Please keep the pictures out and write out exactly the lines from the first in the data below through the one containing "Find all labels", both included.

Start of THE DATA

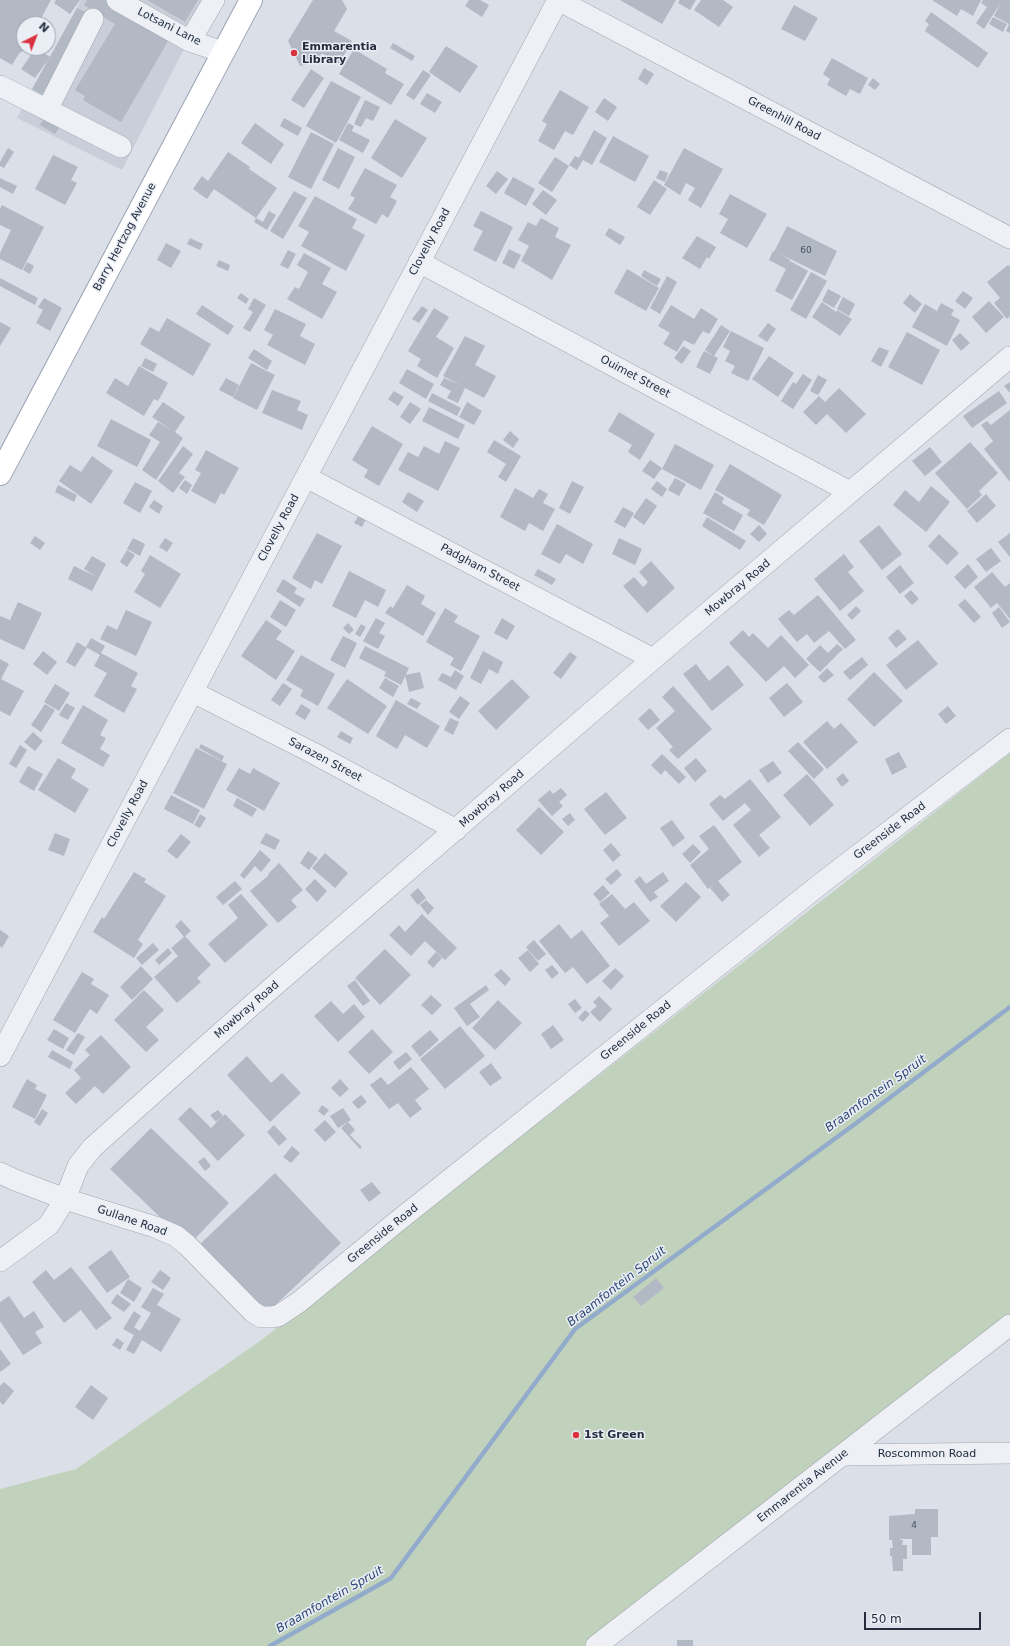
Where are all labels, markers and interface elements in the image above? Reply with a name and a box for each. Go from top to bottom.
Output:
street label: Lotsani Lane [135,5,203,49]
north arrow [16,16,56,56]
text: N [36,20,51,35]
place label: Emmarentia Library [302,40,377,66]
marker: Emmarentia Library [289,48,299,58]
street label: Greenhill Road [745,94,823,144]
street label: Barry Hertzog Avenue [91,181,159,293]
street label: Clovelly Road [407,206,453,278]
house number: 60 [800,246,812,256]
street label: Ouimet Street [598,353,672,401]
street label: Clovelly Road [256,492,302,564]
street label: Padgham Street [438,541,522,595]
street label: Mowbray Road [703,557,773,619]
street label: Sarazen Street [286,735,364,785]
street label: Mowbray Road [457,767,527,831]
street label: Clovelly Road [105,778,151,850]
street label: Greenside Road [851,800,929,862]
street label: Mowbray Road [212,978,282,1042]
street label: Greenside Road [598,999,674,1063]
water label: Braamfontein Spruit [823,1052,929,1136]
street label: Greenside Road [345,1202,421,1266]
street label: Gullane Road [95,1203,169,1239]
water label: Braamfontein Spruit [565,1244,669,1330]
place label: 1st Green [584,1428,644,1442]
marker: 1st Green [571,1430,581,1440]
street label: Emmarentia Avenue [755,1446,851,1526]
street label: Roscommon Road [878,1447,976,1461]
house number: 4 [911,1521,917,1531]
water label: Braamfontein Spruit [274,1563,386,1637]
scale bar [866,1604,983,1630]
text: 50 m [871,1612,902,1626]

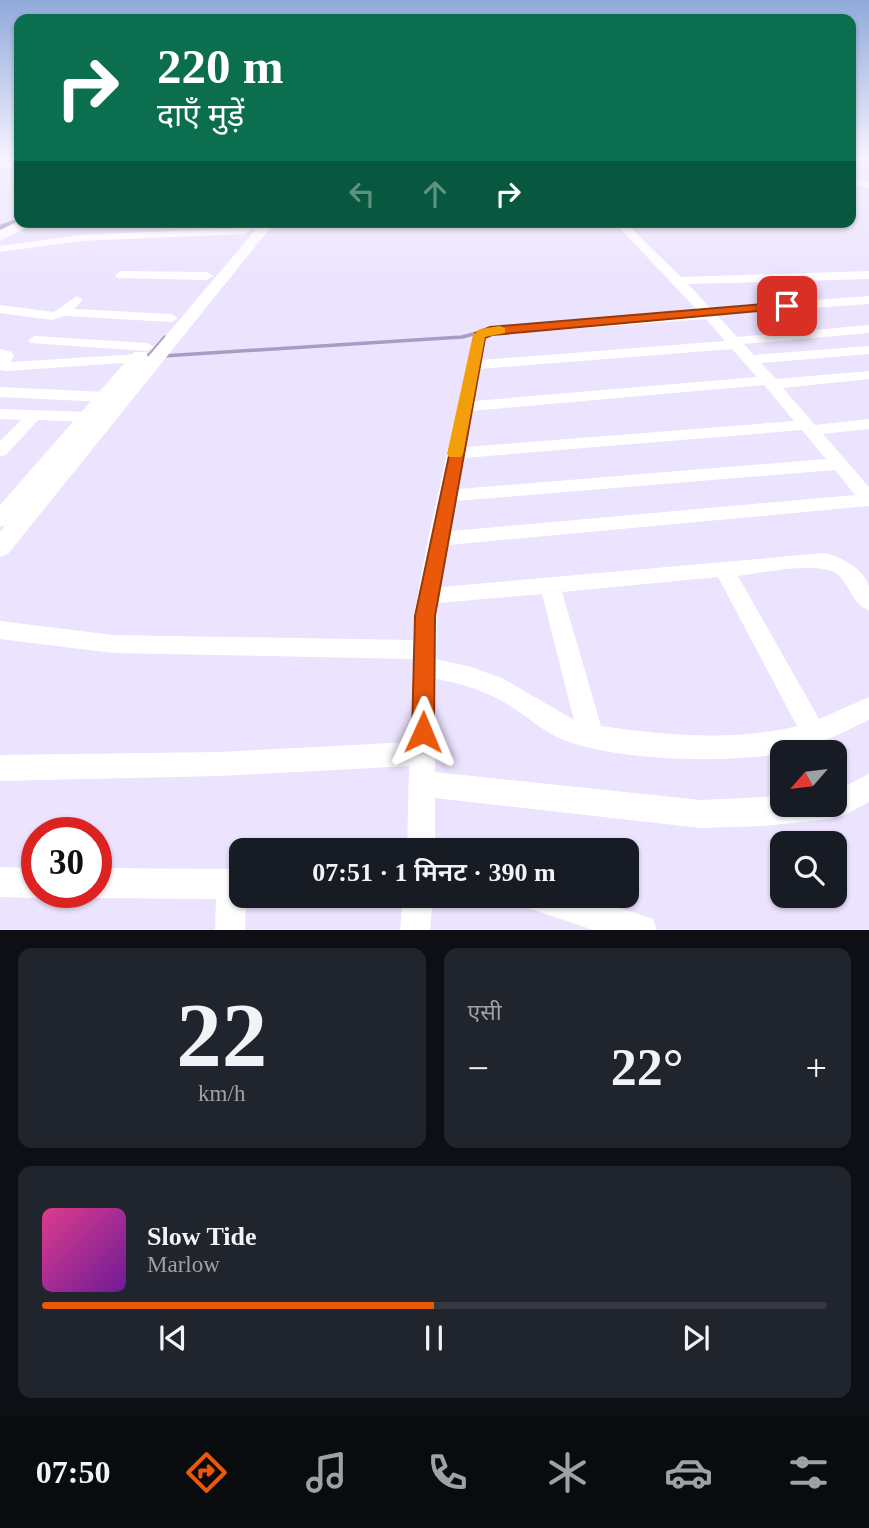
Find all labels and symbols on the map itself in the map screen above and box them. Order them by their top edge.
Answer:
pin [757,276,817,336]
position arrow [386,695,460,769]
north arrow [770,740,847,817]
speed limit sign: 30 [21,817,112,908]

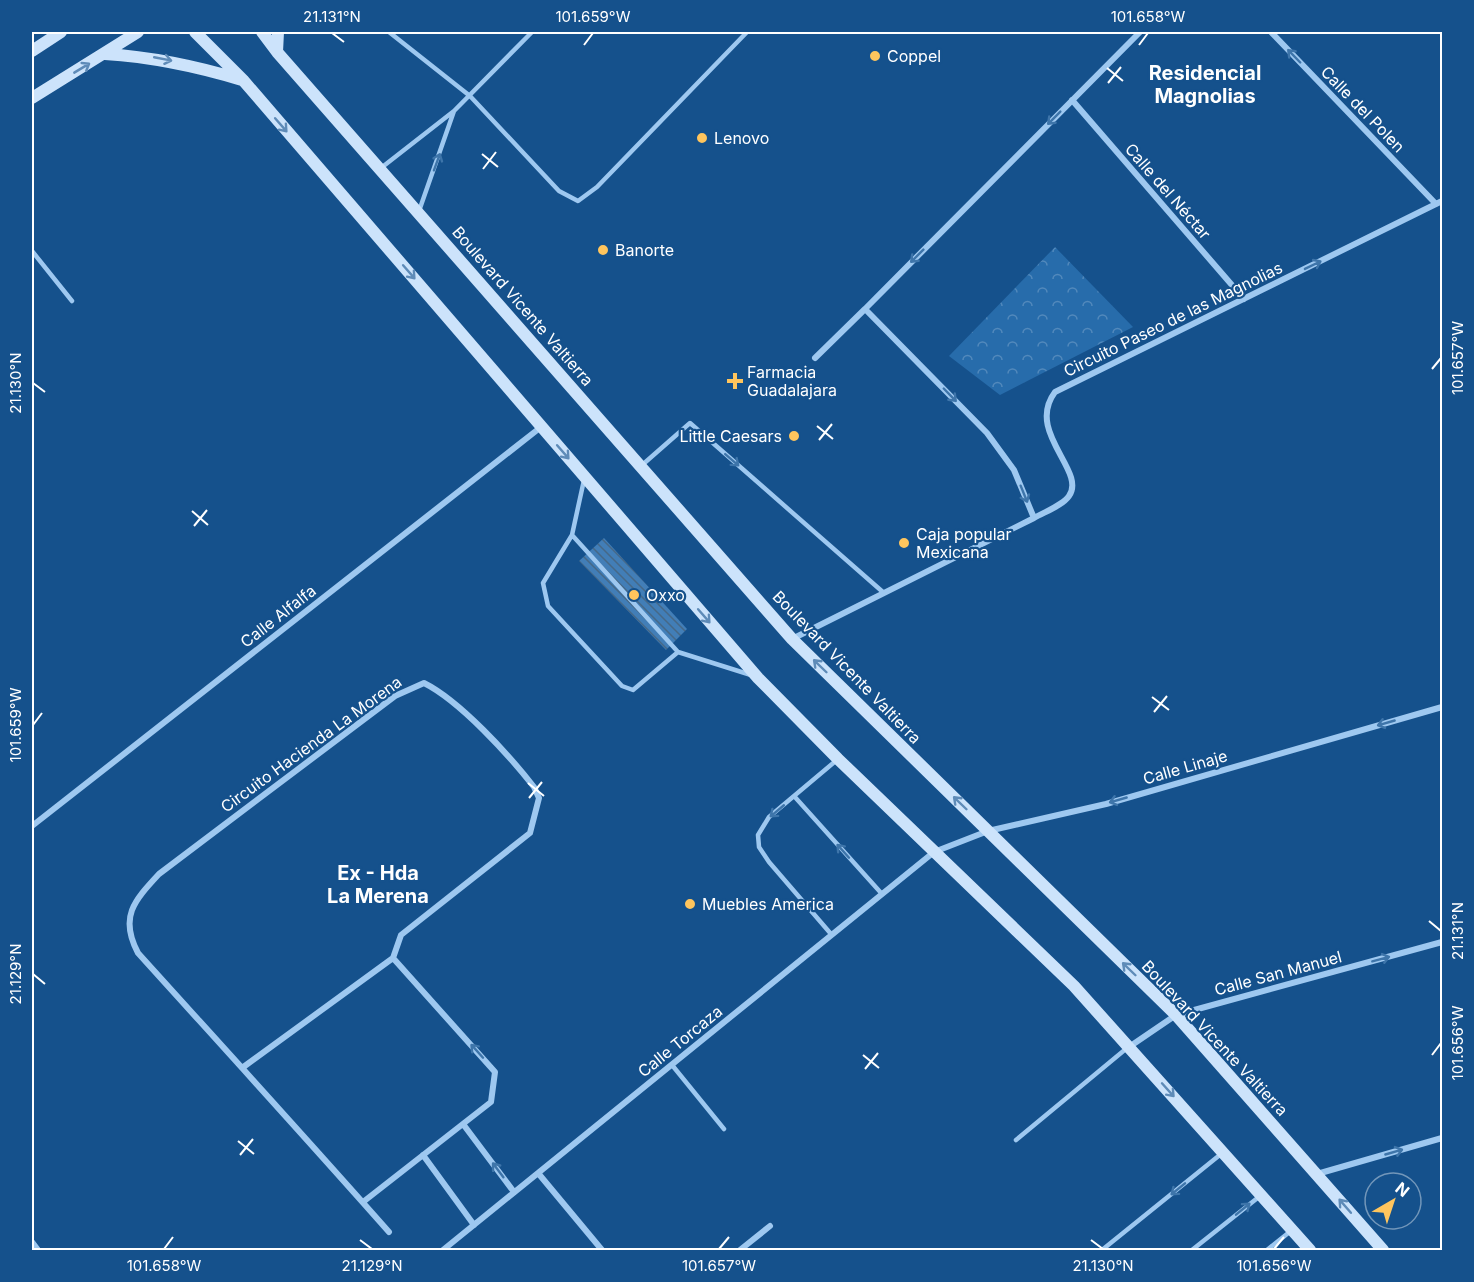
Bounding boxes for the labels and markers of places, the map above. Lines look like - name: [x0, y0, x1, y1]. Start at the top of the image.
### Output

End of THE DATA

## RESPONSE TO THE TASK
Where are all labels, markers and interface elements in the image above? Reply with a name and a box for each. Go from top to bottom.
Output:
street label: Lotsani Lane [135,5,203,49]
north arrow [16,16,56,56]
text: N [36,20,51,35]
place label: Emmarentia Library [302,40,377,66]
marker: Emmarentia Library [289,48,299,58]
street label: Greenhill Road [745,94,823,144]
street label: Barry Hertzog Avenue [91,181,159,293]
street label: Clovelly Road [407,206,453,278]
house number: 60 [800,246,812,256]
street label: Ouimet Street [598,353,672,401]
street label: Clovelly Road [256,492,302,564]
street label: Padgham Street [438,541,522,595]
street label: Mowbray Road [703,557,773,619]
street label: Sarazen Street [286,735,364,785]
street label: Mowbray Road [457,767,527,831]
street label: Clovelly Road [105,778,151,850]
street label: Greenside Road [851,800,929,862]
street label: Mowbray Road [212,978,282,1042]
street label: Greenside Road [598,999,674,1063]
water label: Braamfontein Spruit [823,1052,929,1136]
street label: Greenside Road [345,1202,421,1266]
street label: Gullane Road [95,1203,169,1239]
water label: Braamfontein Spruit [565,1244,669,1330]
place label: 1st Green [584,1428,644,1442]
marker: 1st Green [571,1430,581,1440]
street label: Emmarentia Avenue [755,1446,851,1526]
street label: Roscommon Road [878,1447,976,1461]
house number: 4 [911,1521,917,1531]
water label: Braamfontein Spruit [274,1563,386,1637]
scale bar [866,1604,983,1630]
text: 50 m [871,1612,902,1626]

Find all labels and symbols on the map itself in the map screen above and box them. Order them by their top edge.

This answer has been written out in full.